E AGORA, NENECO? - Jeremias Moreira


E AGORA, NENECO?
Jeremias Moreira

Se não estivesse tão apavorada Nanda ponderaria não haver situação mais desconfortável do que estar amordaçada, com as mãos e os pés presos por tiras de plástico, coberta por um tapete imundo e que recendia a urina, no assoalho de uma Iveco amarela, com a logomarca dos Correios, rumo à via Anhanguera. Mas, ela se borrava, então não importava o lugar. O que ela queria era não estar em poder desses homens. A cada solavanco da van não só doía o corpo como a alma, de tanto medo.

Ainda mais cedo, falara com o Neneco ao telefone sobre a viagem que fariam à Buenos Aires.
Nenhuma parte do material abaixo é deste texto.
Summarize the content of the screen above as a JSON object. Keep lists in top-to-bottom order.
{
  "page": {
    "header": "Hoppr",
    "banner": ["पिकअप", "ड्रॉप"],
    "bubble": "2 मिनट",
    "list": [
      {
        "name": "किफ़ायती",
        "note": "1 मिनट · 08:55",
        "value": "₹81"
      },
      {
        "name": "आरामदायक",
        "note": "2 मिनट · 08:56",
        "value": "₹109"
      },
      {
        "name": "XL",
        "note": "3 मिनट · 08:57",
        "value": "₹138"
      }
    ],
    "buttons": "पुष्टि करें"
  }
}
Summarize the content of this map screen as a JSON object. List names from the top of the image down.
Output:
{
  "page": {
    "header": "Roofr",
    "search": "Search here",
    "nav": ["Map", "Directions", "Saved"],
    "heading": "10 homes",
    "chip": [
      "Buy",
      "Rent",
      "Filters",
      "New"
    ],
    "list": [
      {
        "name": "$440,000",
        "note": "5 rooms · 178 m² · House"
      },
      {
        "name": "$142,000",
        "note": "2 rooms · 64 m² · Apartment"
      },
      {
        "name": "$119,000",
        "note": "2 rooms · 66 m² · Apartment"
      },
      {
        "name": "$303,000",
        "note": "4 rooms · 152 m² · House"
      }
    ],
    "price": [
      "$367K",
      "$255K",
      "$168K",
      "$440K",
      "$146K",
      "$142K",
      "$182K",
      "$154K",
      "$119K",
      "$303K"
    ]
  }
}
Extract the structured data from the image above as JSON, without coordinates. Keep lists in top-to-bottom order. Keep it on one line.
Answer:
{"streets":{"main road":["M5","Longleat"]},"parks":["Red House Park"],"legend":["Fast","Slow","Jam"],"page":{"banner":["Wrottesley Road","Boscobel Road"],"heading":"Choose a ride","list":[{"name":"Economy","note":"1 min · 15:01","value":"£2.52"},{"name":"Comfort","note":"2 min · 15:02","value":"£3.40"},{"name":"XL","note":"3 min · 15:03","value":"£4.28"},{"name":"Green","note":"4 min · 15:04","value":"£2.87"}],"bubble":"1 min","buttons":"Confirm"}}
No meio da ligação a capainha da porta tocou. Encurtou a conversa e atendeu ao interfone. Era do Correio

Sedex para o Sra. Fernanda Amaral!

No monitor de segurança viu dois homens uniformizados. Então, abriu a porta sem a menor preocupação.

Os indivíduos agiram rápido. Renderam-na e a levaram para o veículo.

Momentos antes seu pensamento estivera voltado para um final de semana prazeroso e agora estava ela ali, na maior angústia.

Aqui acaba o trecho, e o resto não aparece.